What to work on: In the records below, how many lines hold the string "place"? Give only the number.

Stored items:
┏━━
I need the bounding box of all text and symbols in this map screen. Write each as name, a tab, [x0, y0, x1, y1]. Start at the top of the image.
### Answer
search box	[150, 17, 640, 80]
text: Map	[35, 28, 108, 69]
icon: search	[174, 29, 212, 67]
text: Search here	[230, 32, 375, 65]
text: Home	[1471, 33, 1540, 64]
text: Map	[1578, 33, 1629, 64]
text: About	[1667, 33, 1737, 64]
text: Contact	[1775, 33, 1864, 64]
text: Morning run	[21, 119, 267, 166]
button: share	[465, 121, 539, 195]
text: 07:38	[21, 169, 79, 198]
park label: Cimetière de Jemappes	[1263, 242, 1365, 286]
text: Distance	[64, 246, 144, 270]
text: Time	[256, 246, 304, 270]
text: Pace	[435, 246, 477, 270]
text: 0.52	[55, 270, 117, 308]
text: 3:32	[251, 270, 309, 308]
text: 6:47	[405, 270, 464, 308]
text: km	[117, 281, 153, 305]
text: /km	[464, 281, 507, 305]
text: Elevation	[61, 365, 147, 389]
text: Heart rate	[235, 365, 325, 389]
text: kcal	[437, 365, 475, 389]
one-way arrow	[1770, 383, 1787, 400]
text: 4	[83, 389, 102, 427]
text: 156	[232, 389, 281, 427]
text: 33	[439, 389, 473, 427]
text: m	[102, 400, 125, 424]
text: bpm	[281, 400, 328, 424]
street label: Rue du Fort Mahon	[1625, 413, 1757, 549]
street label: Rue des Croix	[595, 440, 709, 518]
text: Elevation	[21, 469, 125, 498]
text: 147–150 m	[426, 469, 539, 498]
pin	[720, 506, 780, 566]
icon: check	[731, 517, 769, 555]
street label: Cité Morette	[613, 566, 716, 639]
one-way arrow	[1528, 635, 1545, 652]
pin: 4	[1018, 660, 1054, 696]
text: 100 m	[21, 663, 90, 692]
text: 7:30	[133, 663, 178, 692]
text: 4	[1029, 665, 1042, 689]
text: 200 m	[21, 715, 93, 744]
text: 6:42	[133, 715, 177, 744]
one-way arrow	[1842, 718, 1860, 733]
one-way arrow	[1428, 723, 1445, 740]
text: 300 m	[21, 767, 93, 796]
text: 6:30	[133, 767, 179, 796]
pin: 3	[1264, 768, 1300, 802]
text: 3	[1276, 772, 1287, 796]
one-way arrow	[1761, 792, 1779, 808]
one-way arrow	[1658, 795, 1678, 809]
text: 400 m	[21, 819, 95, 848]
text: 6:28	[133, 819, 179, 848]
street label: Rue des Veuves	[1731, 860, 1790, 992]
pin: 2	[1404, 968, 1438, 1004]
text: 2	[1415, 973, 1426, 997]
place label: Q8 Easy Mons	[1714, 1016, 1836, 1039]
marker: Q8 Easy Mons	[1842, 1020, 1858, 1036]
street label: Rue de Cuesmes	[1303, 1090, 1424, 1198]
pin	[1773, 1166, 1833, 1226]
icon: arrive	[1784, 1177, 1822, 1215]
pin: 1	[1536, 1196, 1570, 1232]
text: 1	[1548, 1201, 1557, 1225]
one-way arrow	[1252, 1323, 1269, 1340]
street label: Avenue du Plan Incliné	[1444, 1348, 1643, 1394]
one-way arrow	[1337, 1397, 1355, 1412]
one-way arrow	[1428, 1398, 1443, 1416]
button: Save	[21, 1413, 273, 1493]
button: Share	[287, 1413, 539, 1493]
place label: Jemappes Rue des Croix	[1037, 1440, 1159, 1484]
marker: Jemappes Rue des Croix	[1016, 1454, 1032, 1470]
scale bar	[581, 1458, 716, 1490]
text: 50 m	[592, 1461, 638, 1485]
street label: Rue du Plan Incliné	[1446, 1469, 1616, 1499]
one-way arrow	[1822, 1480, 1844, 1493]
┗━━
Written response: 2